The copulatory organs enable the spider to be distinguished from others in the genus. Particularly, the short curl of the embolus, the short insemination ducts and the very long accessory glands, the longest in the genus, are characteristic of the species. It is otherwise similar to Euophrys bifida. It is particularly closely related to Euophrys elizabethae, but can be distinguished by the way that the tibial apophysis is longer and narrower, the insemination ducts more curved and the accessory glands longer.
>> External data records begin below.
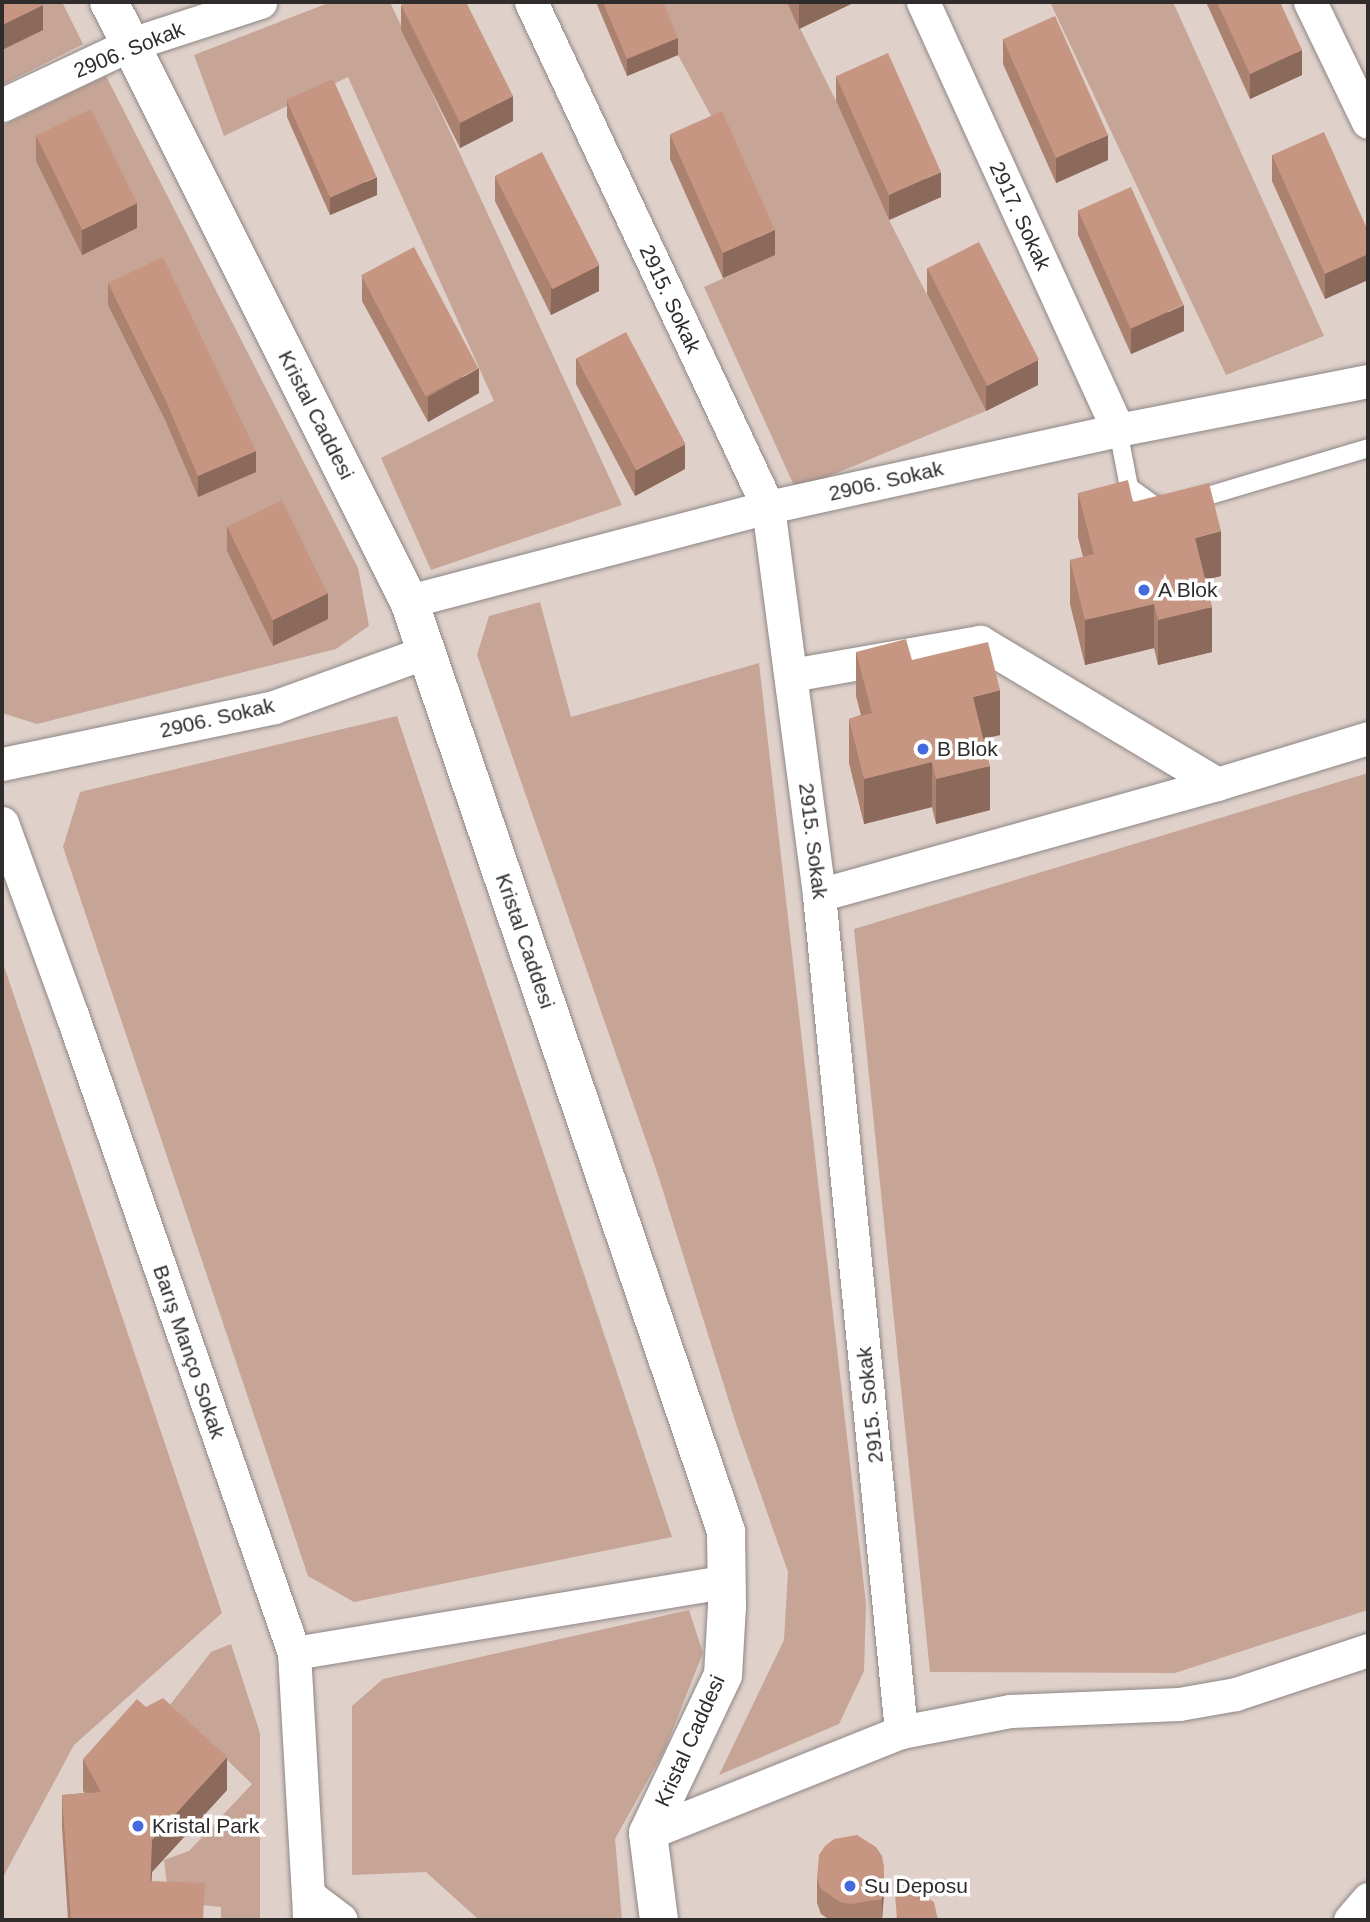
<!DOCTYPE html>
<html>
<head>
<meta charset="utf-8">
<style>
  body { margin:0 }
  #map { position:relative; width:1370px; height:1922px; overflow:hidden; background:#e5dedc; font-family:Helvetica,sans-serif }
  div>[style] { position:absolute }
  .built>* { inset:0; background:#dfd0ca; transform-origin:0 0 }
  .green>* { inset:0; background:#c6a597 }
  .roads { filter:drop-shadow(0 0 2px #8d8684) drop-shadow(0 0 2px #8d8684) }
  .lane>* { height:18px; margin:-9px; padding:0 9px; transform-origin:9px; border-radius:9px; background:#fff }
  .street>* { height:33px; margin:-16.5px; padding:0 16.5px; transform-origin:16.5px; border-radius:16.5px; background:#fff }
  .secondary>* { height:38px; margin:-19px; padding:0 19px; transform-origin:19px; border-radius:19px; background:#fff }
  .wall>* { inset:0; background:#ab8170 }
  .shaded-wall>* { inset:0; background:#8b695b }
  .building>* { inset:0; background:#c79682; transform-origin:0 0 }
  .dots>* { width:19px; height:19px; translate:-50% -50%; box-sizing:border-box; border:4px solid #fff; border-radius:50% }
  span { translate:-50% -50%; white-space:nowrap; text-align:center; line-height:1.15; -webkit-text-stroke:7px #fff; paint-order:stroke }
  .street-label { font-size:21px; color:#2f2c2b }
  .poi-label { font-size:21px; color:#2f2c2b }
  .left { translate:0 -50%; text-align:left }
  .frame { position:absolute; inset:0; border:4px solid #2f2c2b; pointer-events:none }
</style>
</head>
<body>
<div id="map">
  <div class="built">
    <i style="left:2px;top:2px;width:1366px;height:1918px"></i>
  </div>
  <div class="green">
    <i style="clip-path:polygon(2px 2px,62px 2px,83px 44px,2px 85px)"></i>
    <i style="clip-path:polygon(331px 2px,390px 2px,622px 505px,431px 570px,381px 458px,494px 401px,348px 77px,224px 136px,194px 55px)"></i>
    <i style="clip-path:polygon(656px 2px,787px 2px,836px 101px,889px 220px,986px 411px,796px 490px,704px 287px,775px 255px,722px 136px,678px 55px)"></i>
    <i style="clip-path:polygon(1050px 2px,1173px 2px,1324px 336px,1226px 375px)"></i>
    <i style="clip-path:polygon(106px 76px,358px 568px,369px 626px,336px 649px,37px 724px,2px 713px,2px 126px)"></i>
    <i style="clip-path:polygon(540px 602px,571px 717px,759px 663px,866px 1604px,864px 1671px,839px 1724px,719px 1775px,784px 1640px,788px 1572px,737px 1427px,658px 1175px,477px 655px,489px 616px)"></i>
    <i style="clip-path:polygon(397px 716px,672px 1537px,354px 1602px,308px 1576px,63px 847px,80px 792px)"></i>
    <i style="clip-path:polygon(1368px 773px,1368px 1610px,1175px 1673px,930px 1672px,854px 929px)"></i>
    <i style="clip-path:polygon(2px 960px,222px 1613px,74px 1745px,2px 1879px)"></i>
    <i style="clip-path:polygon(689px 1610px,703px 1653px,665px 1749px,615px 1839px,622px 1920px,479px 1920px,426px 1872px,352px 1875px,352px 1706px,383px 1679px)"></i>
    <i style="clip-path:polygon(231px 1644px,260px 1733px,260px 1920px,221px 1920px,221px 1907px,169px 1902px,164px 1860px,189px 1851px,252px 1784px,170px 1705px,211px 1652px)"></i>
  </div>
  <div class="roads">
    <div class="lane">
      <i style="left:1118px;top:430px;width:58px;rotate:79.1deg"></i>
      <i style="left:1129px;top:487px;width:29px;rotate:36deg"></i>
      <i style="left:1152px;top:504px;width:16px;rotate:15deg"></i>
      <i style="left:1167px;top:508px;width:210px;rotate:-16.6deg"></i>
    </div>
    <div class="street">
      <i style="left:531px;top:2px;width:558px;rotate:64.86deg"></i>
      <i style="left:768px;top:507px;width:391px;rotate:82.5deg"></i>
      <i style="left:819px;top:895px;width:841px;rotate:84.4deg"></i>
      <i style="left:923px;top:2px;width:470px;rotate:65.5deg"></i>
      <i style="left:1310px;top:2px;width:133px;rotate:64.2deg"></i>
      <i style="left:2px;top:105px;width:143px;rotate:-25.3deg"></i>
      <i style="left:131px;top:44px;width:136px;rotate:-18deg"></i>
      <i style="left:409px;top:601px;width:371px;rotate:-14.7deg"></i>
      <i style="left:768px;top:507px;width:358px;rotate:-12.4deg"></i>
      <i style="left:1118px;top:430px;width:255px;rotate:-11.1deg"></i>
      <i style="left:792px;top:675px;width:191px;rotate:-10deg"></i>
      <i style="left:980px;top:642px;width:276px;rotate:30.9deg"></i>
      <i style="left:2px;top:764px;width:278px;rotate:-11.8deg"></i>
      <i style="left:274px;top:707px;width:162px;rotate:-19.9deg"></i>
      <i style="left:2px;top:823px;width:204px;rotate:70deg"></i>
      <i style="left:72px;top:1015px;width:676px;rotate:70.81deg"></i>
      <i style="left:294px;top:1653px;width:242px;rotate:86.7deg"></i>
      <i style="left:819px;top:895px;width:413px;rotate:-15.6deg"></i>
      <i style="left:1217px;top:784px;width:158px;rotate:-16.9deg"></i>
      <i style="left:294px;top:1653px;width:439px;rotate:-9.4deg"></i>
      <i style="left:648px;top:1833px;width:272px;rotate:-21.8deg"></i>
      <i style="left:901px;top:1732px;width:111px;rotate:-10.9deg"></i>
      <i style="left:1010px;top:1711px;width:169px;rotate:-2.4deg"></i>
      <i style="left:1179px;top:1704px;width:58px;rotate:-10deg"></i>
      <i style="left:1236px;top:1694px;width:139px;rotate:-18.4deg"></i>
      <i style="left:309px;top:1920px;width:25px;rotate:-92deg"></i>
      <i style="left:308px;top:1895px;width:41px;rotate:37.1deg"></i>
      <i style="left:1350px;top:1920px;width:28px;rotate:-49deg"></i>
    </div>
    <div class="secondary">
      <i style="left:109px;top:2px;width:670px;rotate:63.4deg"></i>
      <i style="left:409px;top:601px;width:983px;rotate:71.18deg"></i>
      <i style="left:726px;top:1531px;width:75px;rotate:89.2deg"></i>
      <i style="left:727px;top:1606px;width:69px;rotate:93.3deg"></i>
      <i style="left:723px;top:1675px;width:175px;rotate:115.4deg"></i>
      <i style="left:648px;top:1833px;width:88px;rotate:82.8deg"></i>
    </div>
  </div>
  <div class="wall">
    <i style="clip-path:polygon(596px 2px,663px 2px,678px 55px,627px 76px)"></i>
    <i style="clip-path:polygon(787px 2px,851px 2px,851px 4px,799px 29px)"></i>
    <i style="clip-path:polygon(1206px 2px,1280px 2px,1302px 75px,1250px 99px)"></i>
    <i style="clip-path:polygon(401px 5px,513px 121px,460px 148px,401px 30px)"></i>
    <i style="clip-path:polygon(1003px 39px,1108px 160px,1056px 183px,1003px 64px)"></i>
    <i style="clip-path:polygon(836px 76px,941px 197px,889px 220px,836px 101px)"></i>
    <i style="clip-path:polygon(287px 100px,377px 195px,330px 215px,287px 117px)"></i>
    <i style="clip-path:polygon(670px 134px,775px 255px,723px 278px,670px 159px)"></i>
    <i style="clip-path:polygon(36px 136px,137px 228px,82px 255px,36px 161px)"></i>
    <i style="clip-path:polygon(1272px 155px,1368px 231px,1368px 280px,1325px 299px,1272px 181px)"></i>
    <i style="clip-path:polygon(495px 176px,599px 291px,551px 315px,495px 201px)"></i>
    <i style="clip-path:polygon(1078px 210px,1184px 331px,1131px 354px,1078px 235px)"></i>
    <i style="clip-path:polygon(927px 268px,1038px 385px,986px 411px,927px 294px)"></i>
    <i style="clip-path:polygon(362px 276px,479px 393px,428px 422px,362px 301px)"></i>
    <i style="clip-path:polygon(108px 283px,256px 472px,198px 497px,166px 422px,108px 305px)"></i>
    <i style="clip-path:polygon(576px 358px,685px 469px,635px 496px,576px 384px)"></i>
    <i style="clip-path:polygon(1078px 493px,1133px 502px,1221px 576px,1205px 580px,1212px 652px,1158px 665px,1154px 648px,1085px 665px,1070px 604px,1070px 560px,1083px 557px,1078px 537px)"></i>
    <i style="clip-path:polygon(227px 526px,328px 619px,273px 646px,227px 551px)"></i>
    <i style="clip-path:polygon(856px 652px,912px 660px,1000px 735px,984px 739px,990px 810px,936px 824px,932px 807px,864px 824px,849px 763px,849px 719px,861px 715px,856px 696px)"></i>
    <i style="clip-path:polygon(83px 1759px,227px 1790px,152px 1872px,151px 1881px,204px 1920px,68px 1920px,62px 1827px,62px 1795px,85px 1793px,83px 1791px)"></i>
    <i style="clip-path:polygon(817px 1878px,884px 1892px,882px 1920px,830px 1920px,821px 1914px,817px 1903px)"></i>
  </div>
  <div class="shaded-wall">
    <i style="clip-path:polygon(803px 2px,851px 2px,851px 4px,799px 29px,799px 4px)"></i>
    <i style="clip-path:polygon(43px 5px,43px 30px,2px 50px,2px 25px)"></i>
    <i style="clip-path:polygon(678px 38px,678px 55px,627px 76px,627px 59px)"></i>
    <i style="clip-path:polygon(1302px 50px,1302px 75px,1250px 99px,1250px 74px)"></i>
    <i style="clip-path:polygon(513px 96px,513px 121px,460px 148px,460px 123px)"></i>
    <i style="clip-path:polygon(1108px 135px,1108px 160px,1056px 183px,1056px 158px)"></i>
    <i style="clip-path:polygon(941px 172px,941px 197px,889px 220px,889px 195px)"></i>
    <i style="clip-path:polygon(377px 177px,377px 195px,330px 215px,330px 198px)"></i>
    <i style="clip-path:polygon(137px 203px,137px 228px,82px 255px,82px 230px)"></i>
    <i style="clip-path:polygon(775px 230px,775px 255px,723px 278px,723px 253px)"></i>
    <i style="clip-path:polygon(1368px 254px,1368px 280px,1325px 299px,1325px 274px)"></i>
    <i style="clip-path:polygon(599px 265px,599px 291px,551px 315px,551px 289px)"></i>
    <i style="clip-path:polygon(1184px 305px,1184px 331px,1131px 354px,1131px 329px)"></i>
    <i style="clip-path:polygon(1038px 360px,1038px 385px,986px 411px,986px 386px)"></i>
    <i style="clip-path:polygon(479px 368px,479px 393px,428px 422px,428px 397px)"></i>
    <i style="clip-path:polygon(685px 444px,685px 469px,635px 496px,635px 470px)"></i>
    <i style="clip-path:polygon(256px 451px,256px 472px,198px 497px,198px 476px)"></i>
    <i style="clip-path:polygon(1221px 531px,1221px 576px,1195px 582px,1195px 538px)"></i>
    <i style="clip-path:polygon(328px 593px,328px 619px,273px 646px,273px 620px)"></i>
    <i style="clip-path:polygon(1154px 604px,1154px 648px,1085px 665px,1085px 620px)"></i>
    <i style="clip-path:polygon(1212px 607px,1212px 652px,1158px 665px,1158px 620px)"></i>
    <i style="clip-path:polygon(1000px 690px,1000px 735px,973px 741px,973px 697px)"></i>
    <i style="clip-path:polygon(932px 762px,932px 807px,864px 824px,864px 779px)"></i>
    <i style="clip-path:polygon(990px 766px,990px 810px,936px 824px,936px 779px)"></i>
    <i style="clip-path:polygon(227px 1757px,227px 1790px,152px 1872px,150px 1913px,152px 1840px)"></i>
    <i style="clip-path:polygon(884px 1867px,884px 1892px,882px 1920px,882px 1899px)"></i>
  </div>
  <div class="building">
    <i style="clip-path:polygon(2px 2px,41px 2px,43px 5px,2px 25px)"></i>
    <i style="clip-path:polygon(407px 2px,466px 2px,513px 96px,460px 123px,401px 5px)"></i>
    <i style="clip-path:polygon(603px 2px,663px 2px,678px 38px,627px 59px)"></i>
    <i style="clip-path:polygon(1217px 2px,1280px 2px,1302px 50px,1250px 74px)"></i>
    <i style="left:1055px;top:16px;width:130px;height:57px;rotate:66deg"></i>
    <i style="left:888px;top:53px;width:130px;height:57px;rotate:66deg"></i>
    <i style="left:333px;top:79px;width:107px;height:51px;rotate:66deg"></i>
    <i style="left:91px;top:109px;width:105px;height:61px;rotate:64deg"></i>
    <i style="left:722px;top:111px;width:130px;height:57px;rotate:66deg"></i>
    <i style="clip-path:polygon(1324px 132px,1368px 231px,1368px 254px,1325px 274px,1272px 155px)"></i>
    <i style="left:542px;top:152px;width:127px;height:53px;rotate:63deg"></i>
    <i style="left:1131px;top:187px;width:129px;height:58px;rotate:66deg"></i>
    <i style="left:979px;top:242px;width:132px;height:58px;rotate:63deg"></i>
    <i style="left:414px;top:247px;width:137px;height:60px;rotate:62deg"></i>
    <i style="clip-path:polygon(163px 257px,256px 451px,198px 476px,166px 401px,108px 283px)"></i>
    <i style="left:626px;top:332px;width:127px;height:56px;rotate:62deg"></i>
    <i style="clip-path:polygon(1128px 480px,1133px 502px,1209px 483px,1221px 531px,1195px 538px,1212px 607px,1158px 620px,1154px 604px,1085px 620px,1070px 560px,1094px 554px,1078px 493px)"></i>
    <i style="left:282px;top:500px;width:104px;height:61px;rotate:64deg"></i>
    <i style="clip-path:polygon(906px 639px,912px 660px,988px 642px,1000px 690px,973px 697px,990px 766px,936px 779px,932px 762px,864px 779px,849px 719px,872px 713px,856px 652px)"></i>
    <i style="clip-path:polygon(163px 1698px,227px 1757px,152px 1840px,150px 1881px,205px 1883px,203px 1920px,71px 1920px,62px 1795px,101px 1792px,83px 1759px,137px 1699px,146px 1707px)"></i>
    <i style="clip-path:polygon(857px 1835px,876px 1847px,882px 1856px,884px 1867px,882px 1899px,851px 1904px,840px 1902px,821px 1889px,817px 1878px,819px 1855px,825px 1846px,834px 1839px)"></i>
    <i style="clip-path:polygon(895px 1894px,922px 1895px,934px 1902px,938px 1920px,897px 1920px)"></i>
  </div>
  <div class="dots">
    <i style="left:1144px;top:590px;background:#446add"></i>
    <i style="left:923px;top:749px;background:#446add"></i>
    <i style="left:138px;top:1826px;background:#446add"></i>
    <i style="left:850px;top:1886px;background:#446add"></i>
  </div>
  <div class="street-label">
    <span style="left:129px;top:50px;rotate:-22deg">2906. Sokak</span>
    <span style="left:1020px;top:216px;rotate:65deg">2917. Sokak</span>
    <span style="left:670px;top:299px;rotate:65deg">2915. Sokak</span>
    <span style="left:316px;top:415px;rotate:63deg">Kristal Caddesi</span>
    <span style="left:886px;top:481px;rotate:-13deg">2906. Sokak</span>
    <span style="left:217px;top:718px;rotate:-13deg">2906. Sokak</span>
    <span style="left:813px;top:841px;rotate:83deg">2915. Sokak</span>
    <span style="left:525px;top:941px;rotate:71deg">Kristal Caddesi</span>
    <span style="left:189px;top:1352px;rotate:71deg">Barış Manço Sokak</span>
    <span style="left:870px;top:1405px;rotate:-96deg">2915. Sokak</span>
    <span style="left:690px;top:1741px;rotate:-66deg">Kristal Caddesi</span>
  </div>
  <div class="poi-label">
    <span class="left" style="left:1158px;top:590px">A Blok</span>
    <span class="left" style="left:937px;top:749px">B Blok</span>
    <span class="left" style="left:152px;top:1826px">Kristal Park</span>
    <span class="left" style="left:864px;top:1886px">Su Deposu</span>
  </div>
  <div class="frame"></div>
</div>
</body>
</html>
==Distribution and habitat==
Euophrys spiders live across the world, although those found in North America may be accidental migrants and those in Central and South America misidentifications. In Africa, they are mainly found in the southern part of the continent. Euophrys purcelli is endemic to South Africa. The male holotype was discovered on Signal Hill on the Cape Peninsula. The first female was seen, in a grouping of two females and a males, in the same area in 1978. It is also common near Willowmore in Eastern Cape, with the first examples being found in 2004. Other members of the species have been found in De Hoop Nature Reserve in Western Cape.

Most Euophrys spiders seem to prefer living in forests. Euophrys purcelli has been found in forests of Eucalyptus and Protea trees, including the fynbos that are typical of South Africa.